▸ WHAT THE TASK ASKS
Look at the data below and print exactly the lines from its first line through the line with "0 5px,transparent 0"; the pictures stay out of the copy.

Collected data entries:
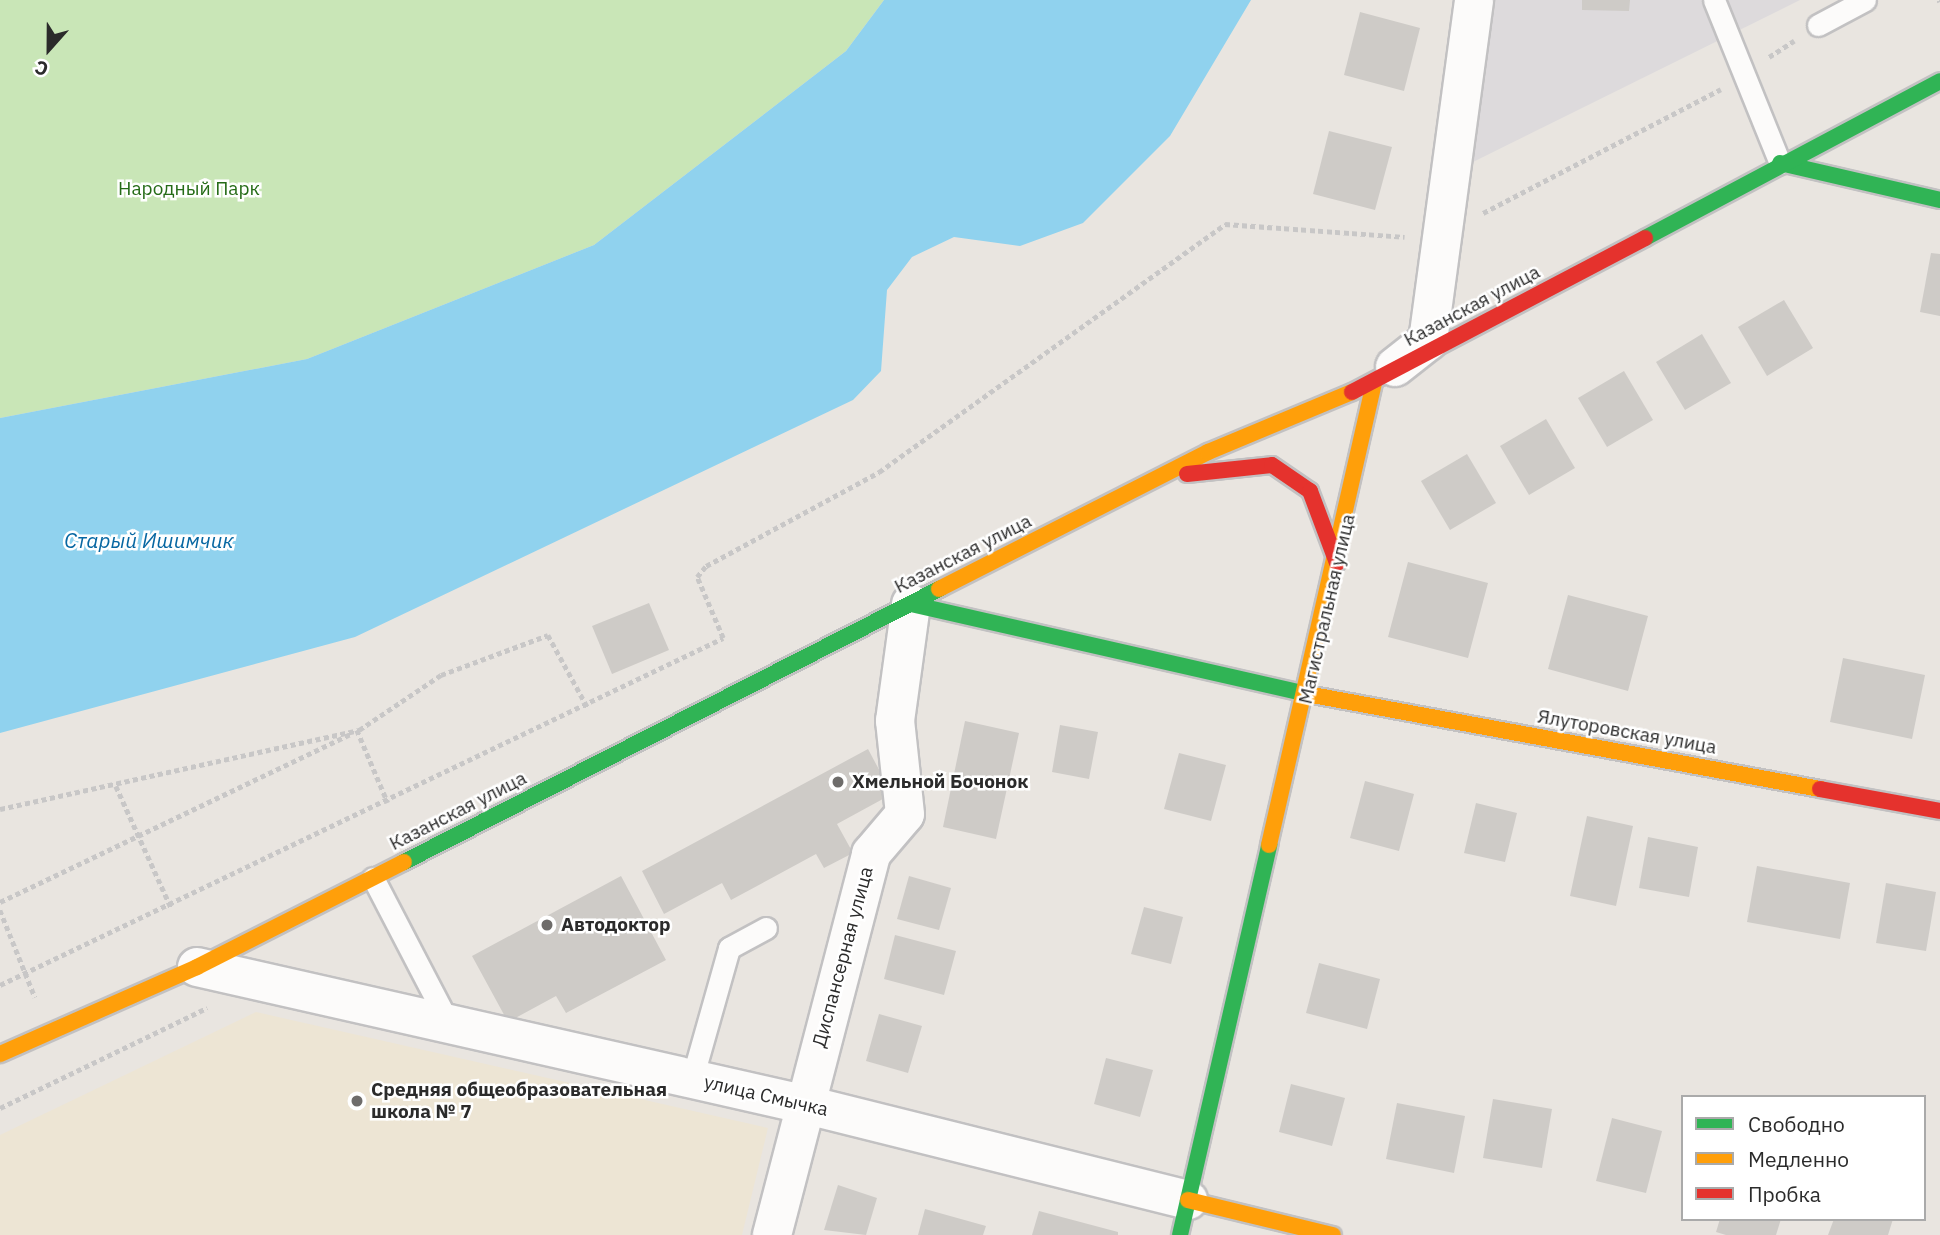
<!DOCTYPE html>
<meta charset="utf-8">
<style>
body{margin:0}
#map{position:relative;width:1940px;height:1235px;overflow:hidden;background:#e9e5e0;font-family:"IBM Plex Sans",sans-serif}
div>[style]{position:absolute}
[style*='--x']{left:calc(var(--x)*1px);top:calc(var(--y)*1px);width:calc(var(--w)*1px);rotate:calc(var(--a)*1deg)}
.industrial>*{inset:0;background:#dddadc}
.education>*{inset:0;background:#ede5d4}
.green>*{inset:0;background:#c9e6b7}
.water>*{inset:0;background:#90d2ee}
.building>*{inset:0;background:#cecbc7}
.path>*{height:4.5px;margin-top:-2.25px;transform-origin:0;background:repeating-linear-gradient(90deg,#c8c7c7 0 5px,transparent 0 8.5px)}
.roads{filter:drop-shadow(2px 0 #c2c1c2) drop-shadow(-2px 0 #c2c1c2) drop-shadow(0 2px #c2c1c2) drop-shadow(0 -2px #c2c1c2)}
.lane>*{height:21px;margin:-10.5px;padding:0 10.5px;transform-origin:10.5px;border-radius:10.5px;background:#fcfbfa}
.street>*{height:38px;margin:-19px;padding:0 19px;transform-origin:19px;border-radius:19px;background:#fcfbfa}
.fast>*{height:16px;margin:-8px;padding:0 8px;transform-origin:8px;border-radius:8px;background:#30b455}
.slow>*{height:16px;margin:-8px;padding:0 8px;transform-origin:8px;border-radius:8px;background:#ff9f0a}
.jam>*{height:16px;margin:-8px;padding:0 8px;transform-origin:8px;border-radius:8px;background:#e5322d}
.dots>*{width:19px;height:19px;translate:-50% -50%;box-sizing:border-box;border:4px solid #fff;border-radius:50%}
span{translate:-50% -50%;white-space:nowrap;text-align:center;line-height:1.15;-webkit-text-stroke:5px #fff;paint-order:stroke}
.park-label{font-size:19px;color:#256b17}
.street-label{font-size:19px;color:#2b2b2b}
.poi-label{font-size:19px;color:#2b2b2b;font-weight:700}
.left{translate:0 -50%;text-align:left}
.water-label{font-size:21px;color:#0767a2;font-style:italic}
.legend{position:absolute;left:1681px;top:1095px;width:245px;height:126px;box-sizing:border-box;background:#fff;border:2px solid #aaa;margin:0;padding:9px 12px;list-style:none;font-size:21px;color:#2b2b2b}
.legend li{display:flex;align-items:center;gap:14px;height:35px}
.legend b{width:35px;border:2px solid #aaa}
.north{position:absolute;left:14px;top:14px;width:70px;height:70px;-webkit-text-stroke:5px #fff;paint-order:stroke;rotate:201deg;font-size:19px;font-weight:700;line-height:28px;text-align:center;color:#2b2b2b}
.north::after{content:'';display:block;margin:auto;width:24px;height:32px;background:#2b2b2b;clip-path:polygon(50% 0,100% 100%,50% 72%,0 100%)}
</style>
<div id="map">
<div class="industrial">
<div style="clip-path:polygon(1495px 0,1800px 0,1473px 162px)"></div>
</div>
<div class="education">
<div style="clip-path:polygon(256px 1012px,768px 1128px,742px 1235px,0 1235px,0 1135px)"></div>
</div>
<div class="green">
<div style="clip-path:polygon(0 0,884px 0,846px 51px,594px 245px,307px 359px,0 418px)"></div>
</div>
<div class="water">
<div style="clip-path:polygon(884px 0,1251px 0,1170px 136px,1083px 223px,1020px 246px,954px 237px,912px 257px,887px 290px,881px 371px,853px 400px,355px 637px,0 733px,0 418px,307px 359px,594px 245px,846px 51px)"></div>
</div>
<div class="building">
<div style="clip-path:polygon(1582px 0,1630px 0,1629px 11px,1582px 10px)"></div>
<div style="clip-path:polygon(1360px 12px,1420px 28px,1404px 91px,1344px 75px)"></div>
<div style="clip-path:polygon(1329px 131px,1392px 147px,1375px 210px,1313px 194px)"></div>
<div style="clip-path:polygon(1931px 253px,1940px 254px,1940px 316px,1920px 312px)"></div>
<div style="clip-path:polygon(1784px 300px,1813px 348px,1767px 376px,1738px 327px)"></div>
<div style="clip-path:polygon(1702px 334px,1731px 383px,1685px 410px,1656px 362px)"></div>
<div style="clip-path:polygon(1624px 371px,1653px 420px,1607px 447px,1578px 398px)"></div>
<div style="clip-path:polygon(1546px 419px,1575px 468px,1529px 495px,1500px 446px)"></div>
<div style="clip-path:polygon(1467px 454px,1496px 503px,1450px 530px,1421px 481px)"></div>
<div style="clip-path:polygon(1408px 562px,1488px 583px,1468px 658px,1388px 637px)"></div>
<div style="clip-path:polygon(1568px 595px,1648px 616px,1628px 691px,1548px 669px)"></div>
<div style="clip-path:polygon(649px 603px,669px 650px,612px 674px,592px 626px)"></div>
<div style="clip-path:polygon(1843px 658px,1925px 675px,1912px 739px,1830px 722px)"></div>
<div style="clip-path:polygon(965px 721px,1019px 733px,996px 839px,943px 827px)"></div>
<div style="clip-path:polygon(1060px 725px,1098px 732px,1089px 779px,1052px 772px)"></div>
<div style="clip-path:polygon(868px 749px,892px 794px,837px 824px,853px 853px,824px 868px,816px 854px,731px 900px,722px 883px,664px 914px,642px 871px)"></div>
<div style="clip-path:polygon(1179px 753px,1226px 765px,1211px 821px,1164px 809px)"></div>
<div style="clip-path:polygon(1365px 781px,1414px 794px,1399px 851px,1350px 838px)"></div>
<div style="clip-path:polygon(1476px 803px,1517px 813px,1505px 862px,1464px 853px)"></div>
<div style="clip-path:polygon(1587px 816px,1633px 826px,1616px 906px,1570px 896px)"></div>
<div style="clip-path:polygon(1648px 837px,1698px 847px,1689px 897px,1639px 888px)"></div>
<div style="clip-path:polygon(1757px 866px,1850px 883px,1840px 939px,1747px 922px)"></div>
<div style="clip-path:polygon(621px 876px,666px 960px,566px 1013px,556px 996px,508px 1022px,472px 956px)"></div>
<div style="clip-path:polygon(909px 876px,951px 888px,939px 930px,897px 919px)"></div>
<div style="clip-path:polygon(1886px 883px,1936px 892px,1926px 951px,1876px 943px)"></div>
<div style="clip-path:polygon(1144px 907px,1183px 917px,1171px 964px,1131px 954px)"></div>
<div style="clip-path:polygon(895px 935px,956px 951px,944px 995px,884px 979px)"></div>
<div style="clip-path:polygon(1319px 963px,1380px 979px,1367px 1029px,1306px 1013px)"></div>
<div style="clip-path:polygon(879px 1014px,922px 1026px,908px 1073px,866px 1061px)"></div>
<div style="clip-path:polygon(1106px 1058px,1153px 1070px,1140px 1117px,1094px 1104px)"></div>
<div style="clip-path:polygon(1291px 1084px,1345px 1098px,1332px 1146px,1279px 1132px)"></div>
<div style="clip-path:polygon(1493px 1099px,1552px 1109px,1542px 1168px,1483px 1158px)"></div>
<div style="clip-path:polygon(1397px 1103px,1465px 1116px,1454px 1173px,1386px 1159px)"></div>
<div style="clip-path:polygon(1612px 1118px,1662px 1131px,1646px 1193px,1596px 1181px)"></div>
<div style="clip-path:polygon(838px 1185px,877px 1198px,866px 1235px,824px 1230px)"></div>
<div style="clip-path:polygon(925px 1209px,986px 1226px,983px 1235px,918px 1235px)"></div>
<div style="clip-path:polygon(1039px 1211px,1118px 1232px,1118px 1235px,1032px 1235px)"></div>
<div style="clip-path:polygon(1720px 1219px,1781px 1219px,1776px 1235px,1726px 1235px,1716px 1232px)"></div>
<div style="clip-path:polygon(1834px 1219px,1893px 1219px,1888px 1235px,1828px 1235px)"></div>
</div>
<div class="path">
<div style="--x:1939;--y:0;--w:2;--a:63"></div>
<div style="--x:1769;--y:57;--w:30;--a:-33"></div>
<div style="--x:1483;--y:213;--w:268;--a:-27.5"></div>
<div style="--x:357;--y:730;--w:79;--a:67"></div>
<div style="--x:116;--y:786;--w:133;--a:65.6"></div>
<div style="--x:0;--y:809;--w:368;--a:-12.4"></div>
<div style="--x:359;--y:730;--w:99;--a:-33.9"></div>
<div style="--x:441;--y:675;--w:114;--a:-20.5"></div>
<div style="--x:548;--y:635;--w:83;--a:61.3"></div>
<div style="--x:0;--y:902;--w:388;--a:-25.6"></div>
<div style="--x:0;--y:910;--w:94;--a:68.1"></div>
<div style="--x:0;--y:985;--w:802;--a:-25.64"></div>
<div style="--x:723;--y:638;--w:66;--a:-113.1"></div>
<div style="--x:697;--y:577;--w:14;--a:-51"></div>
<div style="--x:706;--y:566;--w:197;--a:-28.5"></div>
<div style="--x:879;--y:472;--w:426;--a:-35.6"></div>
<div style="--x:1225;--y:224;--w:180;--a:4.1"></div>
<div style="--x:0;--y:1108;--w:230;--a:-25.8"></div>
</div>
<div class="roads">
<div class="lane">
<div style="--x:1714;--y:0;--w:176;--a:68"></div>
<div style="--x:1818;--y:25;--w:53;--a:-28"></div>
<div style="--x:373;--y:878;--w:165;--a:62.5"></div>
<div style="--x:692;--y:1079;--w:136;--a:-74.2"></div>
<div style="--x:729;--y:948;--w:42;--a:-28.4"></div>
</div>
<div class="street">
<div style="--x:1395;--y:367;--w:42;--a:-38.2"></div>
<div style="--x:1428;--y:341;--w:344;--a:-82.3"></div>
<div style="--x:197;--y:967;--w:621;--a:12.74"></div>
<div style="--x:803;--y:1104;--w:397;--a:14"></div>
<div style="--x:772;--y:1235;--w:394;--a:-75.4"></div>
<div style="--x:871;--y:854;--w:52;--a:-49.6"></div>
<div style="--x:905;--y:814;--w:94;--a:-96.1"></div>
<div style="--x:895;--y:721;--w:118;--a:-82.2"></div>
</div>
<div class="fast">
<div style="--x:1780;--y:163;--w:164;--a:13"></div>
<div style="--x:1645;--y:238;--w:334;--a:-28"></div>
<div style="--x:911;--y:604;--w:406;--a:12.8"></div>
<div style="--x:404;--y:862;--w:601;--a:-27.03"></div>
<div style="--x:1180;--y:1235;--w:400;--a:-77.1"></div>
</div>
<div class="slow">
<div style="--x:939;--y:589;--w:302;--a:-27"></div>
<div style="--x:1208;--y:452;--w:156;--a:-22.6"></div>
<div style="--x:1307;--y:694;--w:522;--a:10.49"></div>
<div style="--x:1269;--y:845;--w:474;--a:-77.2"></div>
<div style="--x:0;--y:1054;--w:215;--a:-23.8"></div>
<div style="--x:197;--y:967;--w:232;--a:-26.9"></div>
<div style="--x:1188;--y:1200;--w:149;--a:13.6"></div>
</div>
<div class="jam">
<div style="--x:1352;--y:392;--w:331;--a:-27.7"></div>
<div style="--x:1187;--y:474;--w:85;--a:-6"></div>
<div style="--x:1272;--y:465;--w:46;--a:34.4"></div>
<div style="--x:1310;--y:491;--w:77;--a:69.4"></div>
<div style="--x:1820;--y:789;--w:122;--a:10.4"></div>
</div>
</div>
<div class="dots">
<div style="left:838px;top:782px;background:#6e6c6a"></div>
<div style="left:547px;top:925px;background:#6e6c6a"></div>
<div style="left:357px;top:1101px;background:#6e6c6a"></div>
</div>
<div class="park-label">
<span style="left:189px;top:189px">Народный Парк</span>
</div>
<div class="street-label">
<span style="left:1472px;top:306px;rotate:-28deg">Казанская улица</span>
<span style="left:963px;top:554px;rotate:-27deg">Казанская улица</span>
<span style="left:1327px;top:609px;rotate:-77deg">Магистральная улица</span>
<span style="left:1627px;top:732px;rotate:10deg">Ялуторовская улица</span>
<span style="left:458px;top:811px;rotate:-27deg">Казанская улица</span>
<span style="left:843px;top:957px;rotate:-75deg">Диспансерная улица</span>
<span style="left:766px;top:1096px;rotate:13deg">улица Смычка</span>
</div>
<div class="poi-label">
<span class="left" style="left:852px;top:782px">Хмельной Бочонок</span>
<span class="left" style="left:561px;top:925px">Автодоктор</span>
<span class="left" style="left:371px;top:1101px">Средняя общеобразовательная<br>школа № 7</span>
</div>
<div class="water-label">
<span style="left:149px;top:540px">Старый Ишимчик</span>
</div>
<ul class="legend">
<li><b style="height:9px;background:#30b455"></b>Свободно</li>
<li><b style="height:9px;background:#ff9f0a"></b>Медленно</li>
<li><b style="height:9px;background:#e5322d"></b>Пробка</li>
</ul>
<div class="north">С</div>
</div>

▸ EXERCISE OUTPUT
<!DOCTYPE html>
<meta charset="utf-8">
<style>
body{margin:0}
#map{position:relative;width:1940px;height:1235px;overflow:hidden;background:#e9e5e0;font-family:"IBM Plex Sans",sans-serif}
div>[style]{position:absolute}
[style*='--x']{left:calc(var(--x)*1px);top:calc(var(--y)*1px);width:calc(var(--w)*1px);rotate:calc(var(--a)*1deg)}
.industrial>*{inset:0;background:#dddadc}
.education>*{inset:0;background:#ede5d4}
.green>*{inset:0;background:#c9e6b7}
.water>*{inset:0;background:#90d2ee}
.building>*{inset:0;background:#cecbc7}
.path>*{height:4.5px;margin-top:-2.25px;transform-origin:0;background:repeating-linear-gradient(90deg,#c8c7c7 0 5px,transparent 0 8.5px)}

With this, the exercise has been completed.